→ **EXERCISE**: Nothing but the lines from the start of the records below through the line that has "Describe the map as" should appear, each exactly as given.

---------- DATA

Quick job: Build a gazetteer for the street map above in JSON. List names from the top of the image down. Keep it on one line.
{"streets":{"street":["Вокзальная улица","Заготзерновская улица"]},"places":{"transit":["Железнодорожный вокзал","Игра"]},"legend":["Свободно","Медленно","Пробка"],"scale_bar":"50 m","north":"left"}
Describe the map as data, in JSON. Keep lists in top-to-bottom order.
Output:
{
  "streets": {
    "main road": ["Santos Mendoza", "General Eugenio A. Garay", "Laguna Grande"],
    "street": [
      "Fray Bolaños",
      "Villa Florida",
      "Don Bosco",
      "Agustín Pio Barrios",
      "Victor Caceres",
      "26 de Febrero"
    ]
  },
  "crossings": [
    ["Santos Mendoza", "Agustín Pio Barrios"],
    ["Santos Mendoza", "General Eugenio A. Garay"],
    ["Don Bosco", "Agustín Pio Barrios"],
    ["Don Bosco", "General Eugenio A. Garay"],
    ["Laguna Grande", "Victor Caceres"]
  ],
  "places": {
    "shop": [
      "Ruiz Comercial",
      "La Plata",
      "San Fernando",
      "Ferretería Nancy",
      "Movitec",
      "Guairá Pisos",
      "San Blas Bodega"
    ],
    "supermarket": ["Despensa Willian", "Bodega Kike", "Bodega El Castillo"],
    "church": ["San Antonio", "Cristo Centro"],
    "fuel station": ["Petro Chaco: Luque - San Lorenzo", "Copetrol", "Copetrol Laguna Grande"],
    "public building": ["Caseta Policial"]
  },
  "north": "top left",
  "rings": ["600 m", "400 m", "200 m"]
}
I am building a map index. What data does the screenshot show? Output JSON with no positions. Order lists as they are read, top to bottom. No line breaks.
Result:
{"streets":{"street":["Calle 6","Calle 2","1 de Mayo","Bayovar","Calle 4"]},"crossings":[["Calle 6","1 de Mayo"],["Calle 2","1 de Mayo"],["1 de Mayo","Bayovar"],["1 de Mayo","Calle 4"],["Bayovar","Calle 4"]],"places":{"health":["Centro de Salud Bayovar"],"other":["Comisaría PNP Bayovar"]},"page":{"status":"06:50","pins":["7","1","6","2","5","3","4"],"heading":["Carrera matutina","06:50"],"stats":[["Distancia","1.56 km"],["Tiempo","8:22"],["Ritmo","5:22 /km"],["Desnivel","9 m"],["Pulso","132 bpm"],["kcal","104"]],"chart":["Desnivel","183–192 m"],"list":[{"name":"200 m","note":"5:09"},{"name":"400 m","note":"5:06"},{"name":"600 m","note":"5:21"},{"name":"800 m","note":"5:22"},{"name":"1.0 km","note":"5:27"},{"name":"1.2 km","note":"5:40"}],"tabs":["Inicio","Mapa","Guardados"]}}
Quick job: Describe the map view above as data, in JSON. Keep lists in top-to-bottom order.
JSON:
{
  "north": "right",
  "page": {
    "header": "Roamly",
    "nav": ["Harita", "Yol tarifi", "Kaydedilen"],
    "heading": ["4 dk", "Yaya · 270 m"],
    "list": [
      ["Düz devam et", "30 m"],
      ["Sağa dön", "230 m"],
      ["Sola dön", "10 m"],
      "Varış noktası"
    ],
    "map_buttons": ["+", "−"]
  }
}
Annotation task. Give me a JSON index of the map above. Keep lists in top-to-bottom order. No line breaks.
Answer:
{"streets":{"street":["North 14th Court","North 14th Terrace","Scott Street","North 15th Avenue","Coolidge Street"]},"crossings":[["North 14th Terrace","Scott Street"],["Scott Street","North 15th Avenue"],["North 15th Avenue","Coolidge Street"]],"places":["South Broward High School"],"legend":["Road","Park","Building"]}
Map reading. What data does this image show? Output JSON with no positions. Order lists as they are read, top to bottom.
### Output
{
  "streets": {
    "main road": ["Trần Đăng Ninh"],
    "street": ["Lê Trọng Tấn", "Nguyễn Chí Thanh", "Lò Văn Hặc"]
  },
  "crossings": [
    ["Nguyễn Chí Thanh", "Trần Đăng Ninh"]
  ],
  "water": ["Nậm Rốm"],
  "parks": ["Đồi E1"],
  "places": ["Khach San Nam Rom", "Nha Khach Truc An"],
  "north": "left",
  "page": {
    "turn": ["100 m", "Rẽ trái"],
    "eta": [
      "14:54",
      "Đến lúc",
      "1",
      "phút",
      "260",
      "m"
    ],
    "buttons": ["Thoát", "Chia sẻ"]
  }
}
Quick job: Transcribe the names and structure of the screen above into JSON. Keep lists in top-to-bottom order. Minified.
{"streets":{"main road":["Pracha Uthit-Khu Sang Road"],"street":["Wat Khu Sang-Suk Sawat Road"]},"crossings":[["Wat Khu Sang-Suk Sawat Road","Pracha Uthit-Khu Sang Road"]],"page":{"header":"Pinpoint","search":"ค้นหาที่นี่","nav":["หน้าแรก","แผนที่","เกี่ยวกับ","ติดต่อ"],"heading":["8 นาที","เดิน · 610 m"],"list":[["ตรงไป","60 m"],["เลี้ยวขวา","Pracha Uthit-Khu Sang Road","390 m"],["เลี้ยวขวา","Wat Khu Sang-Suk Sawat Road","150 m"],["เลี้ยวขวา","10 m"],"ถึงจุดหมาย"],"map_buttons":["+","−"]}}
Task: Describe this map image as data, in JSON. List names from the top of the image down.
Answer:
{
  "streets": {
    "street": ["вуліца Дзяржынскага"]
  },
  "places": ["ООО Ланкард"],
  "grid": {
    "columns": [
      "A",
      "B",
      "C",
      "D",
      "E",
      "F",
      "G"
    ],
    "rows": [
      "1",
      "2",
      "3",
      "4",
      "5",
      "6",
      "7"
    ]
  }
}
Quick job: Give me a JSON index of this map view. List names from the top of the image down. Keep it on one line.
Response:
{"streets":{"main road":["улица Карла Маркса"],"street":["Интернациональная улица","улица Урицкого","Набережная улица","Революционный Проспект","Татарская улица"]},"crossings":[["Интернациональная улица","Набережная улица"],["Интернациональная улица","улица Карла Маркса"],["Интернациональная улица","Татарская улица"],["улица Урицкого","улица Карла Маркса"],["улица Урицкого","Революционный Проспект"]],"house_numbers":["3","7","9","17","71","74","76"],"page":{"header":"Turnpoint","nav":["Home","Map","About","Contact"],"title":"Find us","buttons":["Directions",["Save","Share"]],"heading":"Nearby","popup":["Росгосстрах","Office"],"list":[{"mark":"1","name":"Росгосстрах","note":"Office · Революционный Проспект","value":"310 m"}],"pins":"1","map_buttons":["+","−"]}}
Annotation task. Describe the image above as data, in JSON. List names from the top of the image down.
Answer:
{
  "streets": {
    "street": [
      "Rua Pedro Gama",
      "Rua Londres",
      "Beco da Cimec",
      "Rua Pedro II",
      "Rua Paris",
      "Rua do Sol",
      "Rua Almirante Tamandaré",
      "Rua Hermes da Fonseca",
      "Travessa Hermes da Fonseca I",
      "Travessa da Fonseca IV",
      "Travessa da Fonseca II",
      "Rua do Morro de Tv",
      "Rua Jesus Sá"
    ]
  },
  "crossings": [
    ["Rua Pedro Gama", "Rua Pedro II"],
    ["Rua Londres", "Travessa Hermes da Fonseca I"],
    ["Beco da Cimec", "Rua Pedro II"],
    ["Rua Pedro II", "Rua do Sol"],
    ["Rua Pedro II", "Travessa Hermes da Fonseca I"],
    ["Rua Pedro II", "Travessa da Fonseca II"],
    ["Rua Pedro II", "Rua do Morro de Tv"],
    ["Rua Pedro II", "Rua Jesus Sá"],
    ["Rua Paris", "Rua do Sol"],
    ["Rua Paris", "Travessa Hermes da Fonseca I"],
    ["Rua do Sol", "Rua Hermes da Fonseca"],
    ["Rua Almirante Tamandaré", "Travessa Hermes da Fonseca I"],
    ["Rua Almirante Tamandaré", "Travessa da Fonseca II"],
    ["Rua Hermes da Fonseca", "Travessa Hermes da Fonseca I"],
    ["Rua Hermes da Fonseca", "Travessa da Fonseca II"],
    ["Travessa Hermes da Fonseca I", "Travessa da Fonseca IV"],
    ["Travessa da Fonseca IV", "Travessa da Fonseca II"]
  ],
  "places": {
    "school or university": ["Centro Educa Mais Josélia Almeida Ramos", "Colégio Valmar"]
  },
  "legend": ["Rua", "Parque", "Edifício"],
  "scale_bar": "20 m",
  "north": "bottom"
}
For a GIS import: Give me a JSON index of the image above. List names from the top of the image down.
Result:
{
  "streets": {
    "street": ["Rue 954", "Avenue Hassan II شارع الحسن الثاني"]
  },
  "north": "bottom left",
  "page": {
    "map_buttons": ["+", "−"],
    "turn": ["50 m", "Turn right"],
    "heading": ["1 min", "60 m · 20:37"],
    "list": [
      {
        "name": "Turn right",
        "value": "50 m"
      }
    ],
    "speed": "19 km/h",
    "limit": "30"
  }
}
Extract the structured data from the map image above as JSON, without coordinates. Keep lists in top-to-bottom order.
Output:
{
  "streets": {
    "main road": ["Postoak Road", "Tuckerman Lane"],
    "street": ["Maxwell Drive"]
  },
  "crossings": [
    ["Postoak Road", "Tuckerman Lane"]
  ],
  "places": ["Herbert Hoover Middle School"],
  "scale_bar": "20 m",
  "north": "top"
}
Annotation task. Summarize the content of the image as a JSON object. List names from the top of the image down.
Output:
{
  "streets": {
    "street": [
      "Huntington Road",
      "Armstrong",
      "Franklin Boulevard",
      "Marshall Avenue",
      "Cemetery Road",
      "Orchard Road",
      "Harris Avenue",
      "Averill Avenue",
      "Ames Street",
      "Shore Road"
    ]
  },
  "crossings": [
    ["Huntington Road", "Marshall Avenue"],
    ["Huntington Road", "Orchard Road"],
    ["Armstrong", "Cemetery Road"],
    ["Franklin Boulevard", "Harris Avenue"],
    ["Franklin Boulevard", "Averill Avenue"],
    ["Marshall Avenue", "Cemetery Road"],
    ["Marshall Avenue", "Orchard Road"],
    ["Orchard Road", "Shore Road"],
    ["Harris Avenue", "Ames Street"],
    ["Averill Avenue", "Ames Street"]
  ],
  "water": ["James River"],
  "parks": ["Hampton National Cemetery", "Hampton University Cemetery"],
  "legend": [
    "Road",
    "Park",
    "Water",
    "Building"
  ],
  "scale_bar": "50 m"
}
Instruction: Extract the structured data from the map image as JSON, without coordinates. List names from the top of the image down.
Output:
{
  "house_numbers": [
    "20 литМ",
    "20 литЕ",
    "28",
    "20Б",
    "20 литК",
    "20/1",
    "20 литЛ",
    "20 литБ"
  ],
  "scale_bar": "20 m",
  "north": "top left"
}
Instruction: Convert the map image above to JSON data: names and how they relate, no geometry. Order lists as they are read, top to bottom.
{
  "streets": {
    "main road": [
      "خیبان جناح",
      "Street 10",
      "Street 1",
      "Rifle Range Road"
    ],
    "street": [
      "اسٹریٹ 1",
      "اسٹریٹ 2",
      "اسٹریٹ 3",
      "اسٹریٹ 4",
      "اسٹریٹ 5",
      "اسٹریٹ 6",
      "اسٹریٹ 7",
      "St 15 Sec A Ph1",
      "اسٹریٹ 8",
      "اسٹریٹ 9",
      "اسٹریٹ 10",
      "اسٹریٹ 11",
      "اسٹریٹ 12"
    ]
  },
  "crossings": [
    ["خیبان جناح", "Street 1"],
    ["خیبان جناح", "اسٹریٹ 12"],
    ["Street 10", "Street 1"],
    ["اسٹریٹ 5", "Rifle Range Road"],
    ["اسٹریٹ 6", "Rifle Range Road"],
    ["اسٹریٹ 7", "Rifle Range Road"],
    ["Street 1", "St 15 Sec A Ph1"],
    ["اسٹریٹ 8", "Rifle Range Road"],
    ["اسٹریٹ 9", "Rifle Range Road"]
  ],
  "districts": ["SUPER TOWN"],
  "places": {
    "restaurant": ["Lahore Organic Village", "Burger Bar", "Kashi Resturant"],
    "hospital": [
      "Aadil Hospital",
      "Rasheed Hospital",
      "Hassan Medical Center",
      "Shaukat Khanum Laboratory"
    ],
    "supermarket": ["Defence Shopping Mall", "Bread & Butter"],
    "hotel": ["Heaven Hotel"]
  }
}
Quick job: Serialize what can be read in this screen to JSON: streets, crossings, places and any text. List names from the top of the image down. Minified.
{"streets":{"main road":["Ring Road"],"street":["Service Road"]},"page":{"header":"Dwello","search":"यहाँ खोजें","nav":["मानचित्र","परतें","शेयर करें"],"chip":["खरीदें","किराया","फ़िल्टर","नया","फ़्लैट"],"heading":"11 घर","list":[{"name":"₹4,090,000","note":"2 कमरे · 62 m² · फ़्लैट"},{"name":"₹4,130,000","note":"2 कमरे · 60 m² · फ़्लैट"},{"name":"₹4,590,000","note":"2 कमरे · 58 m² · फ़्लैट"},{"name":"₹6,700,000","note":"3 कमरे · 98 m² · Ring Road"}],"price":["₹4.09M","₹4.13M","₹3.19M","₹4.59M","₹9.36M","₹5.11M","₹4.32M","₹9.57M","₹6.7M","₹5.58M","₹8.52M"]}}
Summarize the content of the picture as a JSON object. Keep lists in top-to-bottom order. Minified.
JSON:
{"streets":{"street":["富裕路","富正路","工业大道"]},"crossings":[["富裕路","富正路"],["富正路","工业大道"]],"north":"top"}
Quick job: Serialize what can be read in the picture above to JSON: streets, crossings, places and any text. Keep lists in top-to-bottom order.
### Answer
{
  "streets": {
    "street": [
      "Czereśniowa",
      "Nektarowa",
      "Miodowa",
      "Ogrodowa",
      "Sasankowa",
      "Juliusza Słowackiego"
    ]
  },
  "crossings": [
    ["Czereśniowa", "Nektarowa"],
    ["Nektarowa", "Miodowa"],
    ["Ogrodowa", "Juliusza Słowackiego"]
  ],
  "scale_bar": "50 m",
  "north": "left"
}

--------------------

→ **WORKED SOLUTION**:
Quick job: Build a gazetteer for the street map above in JSON. List names from the top of the image down. Keep it on one line.
{"streets":{"street":["Вокзальная улица","Заготзерновская улица"]},"places":{"transit":["Железнодорожный вокзал","Игра"]},"legend":["Свободно","Медленно","Пробка"],"scale_bar":"50 m","north":"left"}
Describe the map as data, in JSON. Keep lists in top-to-bottom order.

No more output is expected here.